# Data Types

One of the features of computers than can be frustrating to new programmers is their inflexibility, and one place this inflexibility is most evident is in the fact that programs like R store data in discrete *types*. In this section, we'll go over the three data types you'll encounter most -- `numeric`, `character`, and `logical` types -- as well as what it means for R to have these discrete data types. 

## Types and Their Uses

The three types of data you'll work with most in R are `numeric`, `character`, and `logical`, and each has an important role to play in for the social science researcher. 

`numeric` data, as the name implies, is data that stores numbers. This may be people's ages or incomes, countries' GDPs and infant mortality rates, global temperatures, or survey responses on a scale from 1 to 7. `numeric` data is the only data type we'll talk about here that supports mathematical operations, like multiplying, dividing, adding and subtracting, etc. 

`character` data is text data. It could be something short, like a survey respondent's name, or something longer, like the content of a tweet or a politician's speech.  

Finally, `logical` data takes on only two values: `TRUE` and `FALSE` (note those values have to be written in all capitals to be recognized by R!). `logical` data can store information about the world (you could have a variable called `female` that only has values of `TRUE` and `FALSE`), but more often we use it for testing. For example, suppose we wanted to test whether a survey respondent's age is over 18 to evaluate whether they are eligible to vote. We'd probably do something like ask whether `age >= 18`, which would evaluate to `TRUE` or `FALSE`. 
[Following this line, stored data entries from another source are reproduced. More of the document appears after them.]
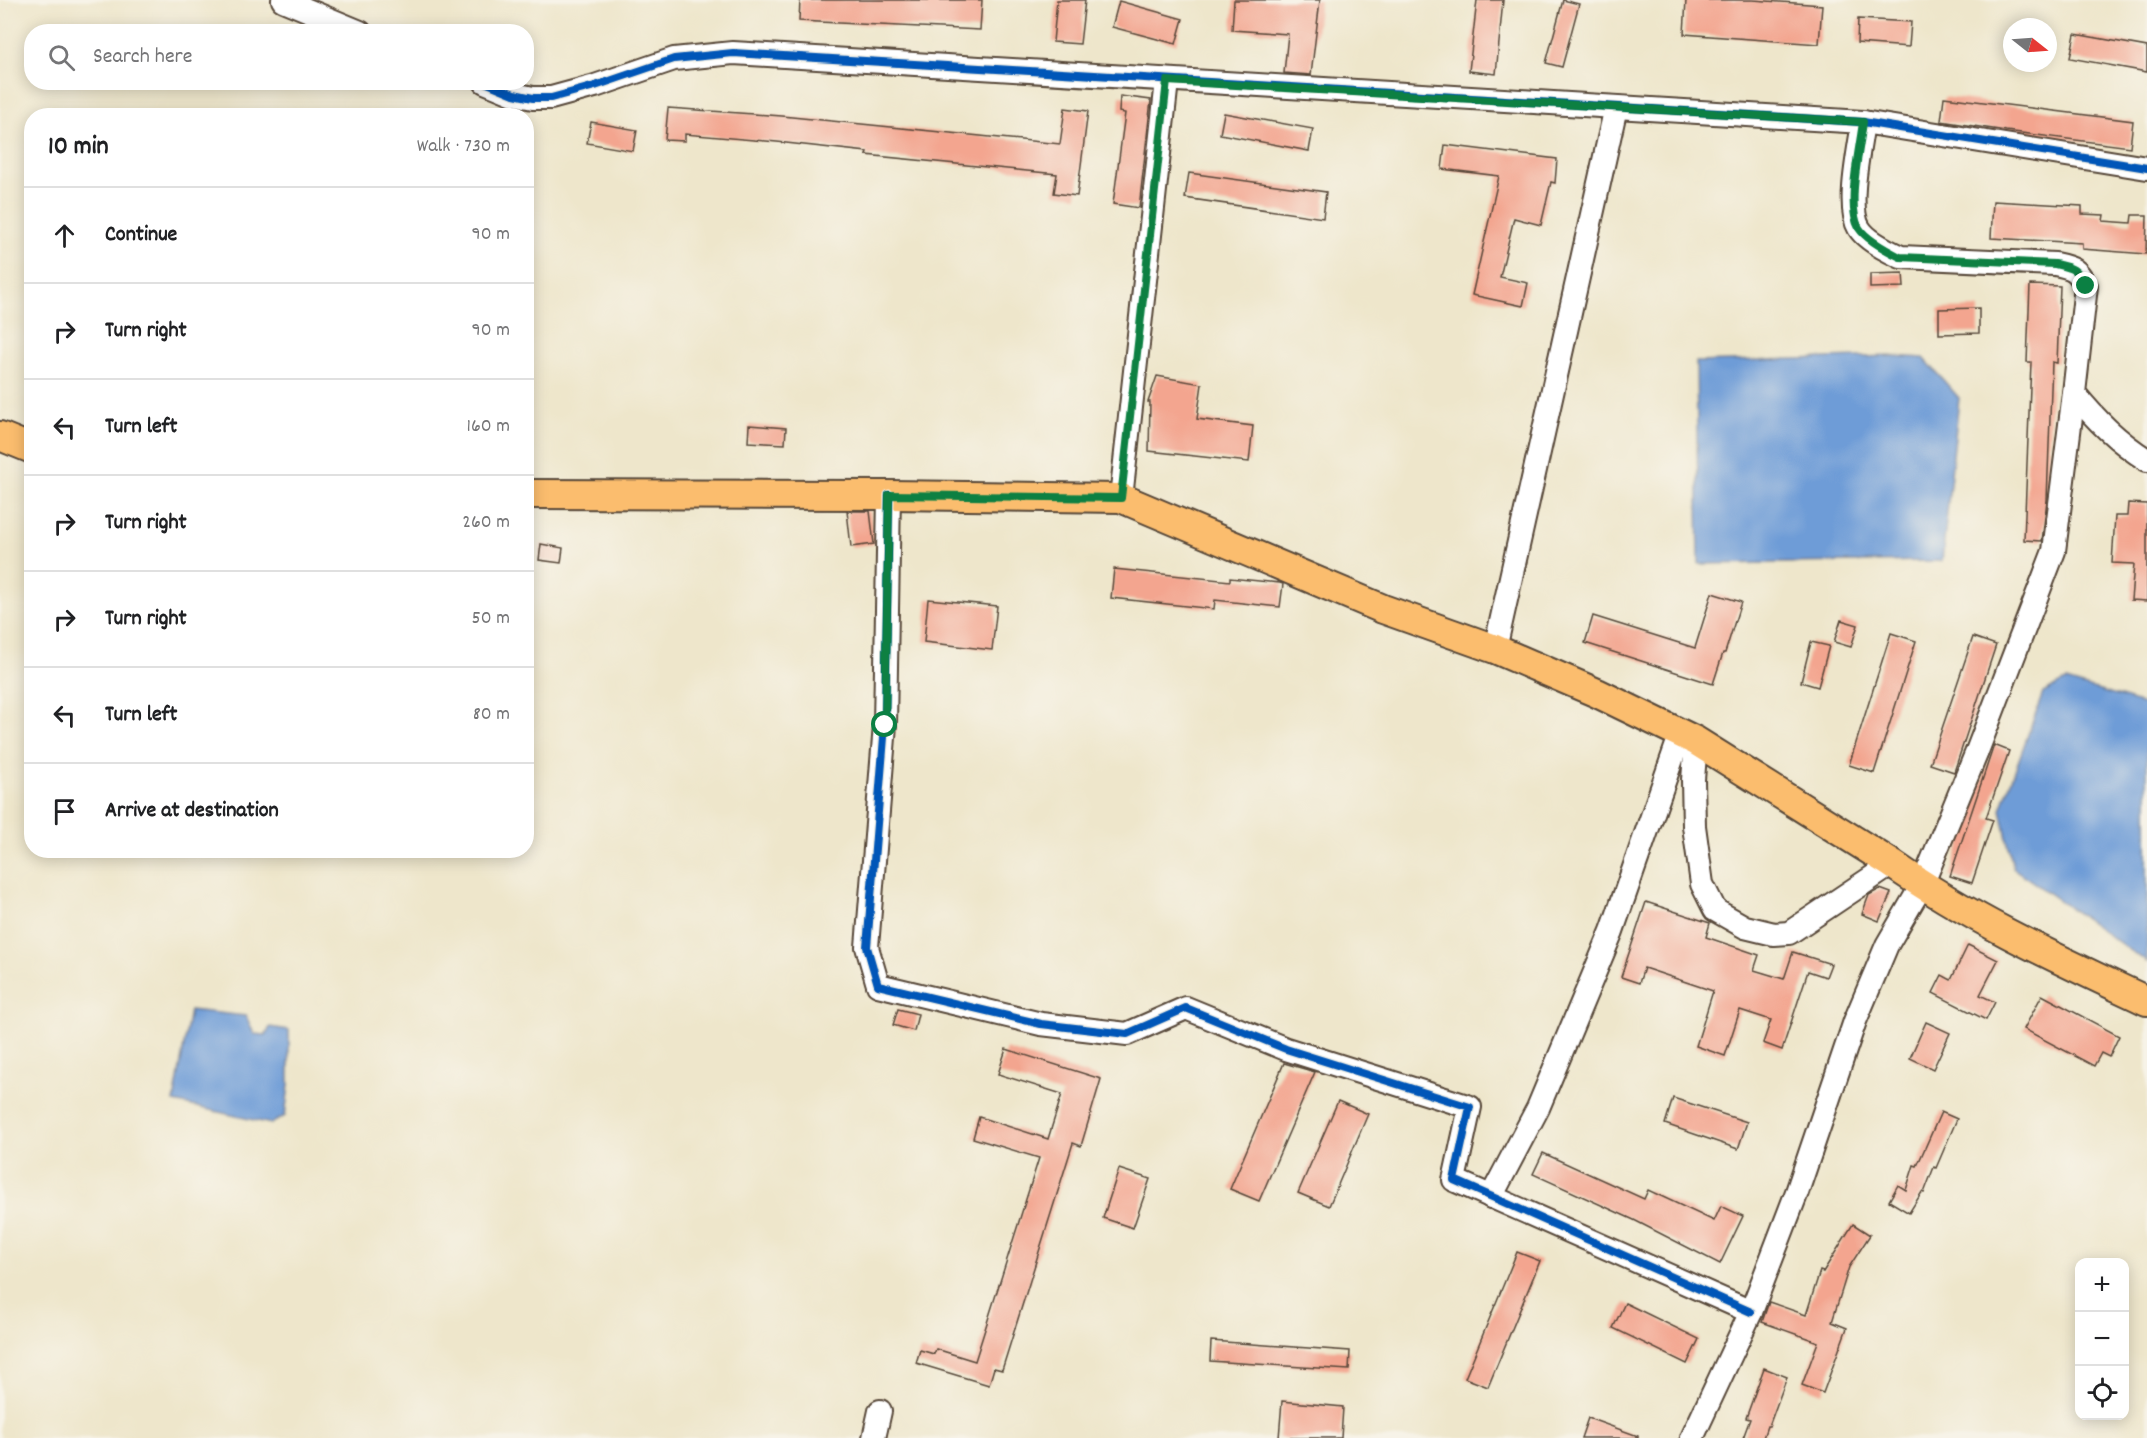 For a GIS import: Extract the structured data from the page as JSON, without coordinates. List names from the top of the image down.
{
  "north": "right",
  "page": {
    "search": "Search here",
    "heading": ["10 min", "Walk · 730 m"],
    "list": [
      ["Continue", "90 m"],
      ["Turn right", "90 m"],
      ["Turn left", "160 m"],
      ["Turn right", "260 m"],
      ["Turn right", "50 m"],
      ["Turn left", "80 m"],
      "Arrive at destination"
    ],
    "map_buttons": ["+", "−"]
  }
}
## Working with Data Types

Unlike some programming languages, when you assign values to a variable, you don't have to tell R the type of data you're assigning in advance (this is definitely not true for all languages, and something that makes R much easier to use than many other languages!). Instead, R will make inferences based on what you've passed. Namely: 

- If you type out a number, R will assume it's `numeric`. 
  - (If you've worked in other programming languages, you've probably heard these referred to as `floats`.)
- If you type out something and put it in double-quotation marks (`"like this"`), R will treat it as a `character`.
  - (If you've worked in other programming languages, you've probably heard these referred to as `strings`.)
- If R sees `TRUE` or `FALSE`, or an expression that is evaluated to `TRUE` or `FALSE` (like `7 > 3`, which is obvously `TRUE`) it will treat it as logical. 
  - (If you've worked in other programming languages, you've probably heard these referred to as `bools` or `booleans`.)

To illustrate, let's play around a little. Note that we can always check the type of data by passing our data, or the variable to which the data has been assigned, to the `class()` function, which then returns the type of the input. For example:

In [22]:
pi <- 3.1416
class(pi)

In [23]:
mystery_novel <- "T'was a dark and story night"
class(mystery_novel)

In [24]:
my_logical <- 7 < 3
class(my_logical)

It's worth emphasizing here that putting a variable into a function is exactly the same as putting the value assigned to that variable into the function. This is, indeed, one of those core ideas about how most programming languages work: a variable is just a stand-in for the value that has been assigned for it, and R will treat them interchangably. e.g.:

In [27]:
# Evaluating the variable pi
pi <- 3.1416
class(pi)


In [26]:
# Has the same effect as just putting 
# in the value directly!
class(3.1416)

## Operations and Data Types

Data types aren't just about helping R remember what kind of data has been assigned to a variable -- it also affects how some operators (like `+`) are interpreted. 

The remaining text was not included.